"Yes; my husband said that you shot off from him with a wild exclamation about duty."

"Quite true; my reason, and I may say my conscience, were greatly perplexed upon a matter extremely important and altogether new to me. I went to Oxford,—the place above all others in which questions of reason and conscience are most deeply considered, and perhaps least satisfactorily solved. Relieved in my mind by my visit to a distinguished ornament of that university, I felt I might indulge in a summer holiday, and here I am."

"Ah! I understand. You had religious doubts,—thought perhaps of turning Roman Catholic. I hope you are not going to do so?"

"My doubts were not necessarily of a religious nature. Pagans have entertained them."

"Whatever they were I am pleased to see they did not prevent your return," said Mrs. Braefield, graciously. "But where have you found a lodging; why not have come to us? My husband would have been scarcely less glad than myself to receive you."

"You say that so sincerely, and so cordially, that to answer by a brief 'I thank you' seems rigid and heartless. But there are times in life when one yearns to be alone,—to commune with one's own heart, and, if possible, be still; I am in one of those moody times. Bear with me."
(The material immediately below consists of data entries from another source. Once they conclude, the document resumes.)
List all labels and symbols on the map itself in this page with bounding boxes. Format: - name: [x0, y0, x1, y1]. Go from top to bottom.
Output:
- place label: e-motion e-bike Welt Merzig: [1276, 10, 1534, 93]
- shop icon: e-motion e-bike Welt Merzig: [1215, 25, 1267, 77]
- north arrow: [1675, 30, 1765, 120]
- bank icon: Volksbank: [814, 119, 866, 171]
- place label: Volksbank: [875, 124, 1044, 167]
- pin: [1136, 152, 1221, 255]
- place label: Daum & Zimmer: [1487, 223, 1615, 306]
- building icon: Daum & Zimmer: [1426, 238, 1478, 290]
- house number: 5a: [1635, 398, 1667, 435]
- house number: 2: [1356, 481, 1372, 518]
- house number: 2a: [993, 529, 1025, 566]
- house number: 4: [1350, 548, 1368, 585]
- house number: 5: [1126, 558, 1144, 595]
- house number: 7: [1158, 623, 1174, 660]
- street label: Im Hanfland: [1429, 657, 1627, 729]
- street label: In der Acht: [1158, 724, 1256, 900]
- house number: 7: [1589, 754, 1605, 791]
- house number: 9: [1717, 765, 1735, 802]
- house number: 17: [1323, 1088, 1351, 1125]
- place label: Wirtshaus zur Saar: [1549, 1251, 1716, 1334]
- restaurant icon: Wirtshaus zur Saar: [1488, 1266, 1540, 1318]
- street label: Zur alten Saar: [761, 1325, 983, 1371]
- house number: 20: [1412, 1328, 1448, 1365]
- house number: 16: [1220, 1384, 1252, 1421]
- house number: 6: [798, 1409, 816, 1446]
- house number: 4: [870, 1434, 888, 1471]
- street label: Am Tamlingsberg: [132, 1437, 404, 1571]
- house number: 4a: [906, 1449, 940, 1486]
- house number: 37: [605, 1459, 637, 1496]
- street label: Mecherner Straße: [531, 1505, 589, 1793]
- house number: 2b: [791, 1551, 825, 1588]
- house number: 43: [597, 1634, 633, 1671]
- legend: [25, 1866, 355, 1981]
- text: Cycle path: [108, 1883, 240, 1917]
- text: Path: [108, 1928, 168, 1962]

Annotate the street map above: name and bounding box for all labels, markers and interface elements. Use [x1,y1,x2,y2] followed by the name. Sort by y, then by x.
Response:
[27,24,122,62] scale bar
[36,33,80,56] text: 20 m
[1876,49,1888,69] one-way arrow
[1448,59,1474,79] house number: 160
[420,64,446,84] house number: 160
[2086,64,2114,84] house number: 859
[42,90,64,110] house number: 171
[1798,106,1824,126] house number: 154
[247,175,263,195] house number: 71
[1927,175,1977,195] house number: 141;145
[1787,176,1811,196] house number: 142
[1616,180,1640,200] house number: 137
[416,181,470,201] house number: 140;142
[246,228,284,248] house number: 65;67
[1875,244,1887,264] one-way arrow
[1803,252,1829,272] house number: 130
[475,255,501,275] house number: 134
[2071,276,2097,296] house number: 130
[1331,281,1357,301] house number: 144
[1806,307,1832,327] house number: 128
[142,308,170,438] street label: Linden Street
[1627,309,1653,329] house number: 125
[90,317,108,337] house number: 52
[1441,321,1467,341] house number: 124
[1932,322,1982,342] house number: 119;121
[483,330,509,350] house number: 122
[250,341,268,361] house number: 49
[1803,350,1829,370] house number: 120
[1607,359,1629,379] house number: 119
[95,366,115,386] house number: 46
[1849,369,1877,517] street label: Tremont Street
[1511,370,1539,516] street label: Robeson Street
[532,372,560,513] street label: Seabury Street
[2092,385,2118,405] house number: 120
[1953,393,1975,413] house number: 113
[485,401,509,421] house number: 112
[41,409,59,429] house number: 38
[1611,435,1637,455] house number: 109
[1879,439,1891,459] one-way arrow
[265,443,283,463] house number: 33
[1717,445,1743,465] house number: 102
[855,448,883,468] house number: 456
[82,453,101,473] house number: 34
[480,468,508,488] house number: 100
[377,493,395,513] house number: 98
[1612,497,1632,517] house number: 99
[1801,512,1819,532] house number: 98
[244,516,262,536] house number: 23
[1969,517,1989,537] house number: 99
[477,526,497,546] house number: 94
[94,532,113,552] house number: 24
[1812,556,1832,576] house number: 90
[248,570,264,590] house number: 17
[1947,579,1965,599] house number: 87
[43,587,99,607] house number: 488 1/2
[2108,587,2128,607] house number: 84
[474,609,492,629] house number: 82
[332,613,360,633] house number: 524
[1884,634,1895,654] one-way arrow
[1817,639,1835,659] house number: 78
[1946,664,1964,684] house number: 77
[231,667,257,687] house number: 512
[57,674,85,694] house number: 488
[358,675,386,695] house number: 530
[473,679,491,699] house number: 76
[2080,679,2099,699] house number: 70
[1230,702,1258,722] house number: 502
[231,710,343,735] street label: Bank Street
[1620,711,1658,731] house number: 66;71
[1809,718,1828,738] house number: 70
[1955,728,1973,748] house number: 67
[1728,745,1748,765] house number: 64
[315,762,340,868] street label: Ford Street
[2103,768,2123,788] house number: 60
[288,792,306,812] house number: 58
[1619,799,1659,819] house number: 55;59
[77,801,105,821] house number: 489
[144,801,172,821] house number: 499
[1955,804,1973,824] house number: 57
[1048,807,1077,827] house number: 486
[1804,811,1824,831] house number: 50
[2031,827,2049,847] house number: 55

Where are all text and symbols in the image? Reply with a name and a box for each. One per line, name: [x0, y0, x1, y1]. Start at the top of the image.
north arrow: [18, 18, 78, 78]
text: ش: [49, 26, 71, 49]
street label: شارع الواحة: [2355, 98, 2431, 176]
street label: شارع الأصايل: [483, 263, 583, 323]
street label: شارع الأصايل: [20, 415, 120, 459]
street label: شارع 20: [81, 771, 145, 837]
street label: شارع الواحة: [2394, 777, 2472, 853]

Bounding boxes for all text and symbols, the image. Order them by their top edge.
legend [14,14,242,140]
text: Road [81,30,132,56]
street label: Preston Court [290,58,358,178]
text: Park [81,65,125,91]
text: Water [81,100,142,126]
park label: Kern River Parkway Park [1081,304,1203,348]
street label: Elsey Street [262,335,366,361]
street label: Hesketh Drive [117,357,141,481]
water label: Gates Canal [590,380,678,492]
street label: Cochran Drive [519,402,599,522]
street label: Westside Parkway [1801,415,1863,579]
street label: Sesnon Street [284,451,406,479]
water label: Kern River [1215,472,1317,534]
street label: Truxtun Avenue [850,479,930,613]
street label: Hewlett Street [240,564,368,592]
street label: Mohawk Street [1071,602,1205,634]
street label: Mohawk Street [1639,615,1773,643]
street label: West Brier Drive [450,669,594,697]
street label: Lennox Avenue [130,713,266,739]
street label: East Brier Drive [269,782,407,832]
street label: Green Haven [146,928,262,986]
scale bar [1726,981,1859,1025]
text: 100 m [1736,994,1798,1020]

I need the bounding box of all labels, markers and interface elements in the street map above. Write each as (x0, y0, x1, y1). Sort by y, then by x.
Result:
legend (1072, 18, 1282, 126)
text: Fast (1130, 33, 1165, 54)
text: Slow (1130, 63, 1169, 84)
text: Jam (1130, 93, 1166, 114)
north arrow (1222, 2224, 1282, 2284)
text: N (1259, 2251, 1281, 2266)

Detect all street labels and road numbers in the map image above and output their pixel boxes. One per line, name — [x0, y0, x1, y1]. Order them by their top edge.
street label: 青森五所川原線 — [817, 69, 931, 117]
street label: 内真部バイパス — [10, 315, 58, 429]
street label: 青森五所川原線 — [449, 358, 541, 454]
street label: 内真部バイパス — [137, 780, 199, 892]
Mrs. Braefield looked at him with affectionate, kindly interest. She had gone before him through the solitary road of young romance. She remembered her dreamy, dangerous girlhood, when she, too, had yearned to be alone.

"Bear with you; yes, indeed. I wish, Mr. Chillingly, that I were your sister, and that you would confide in me. Something troubles you."

"Troubles me,—no. My thoughts are happy ones, and they may sometimes perplex me, but they do not trouble."

Kenelm said this very softly; and in the warmer light of his musing eyes, the sweeter play of his tranquil smile, there was an expression which did not belie his words.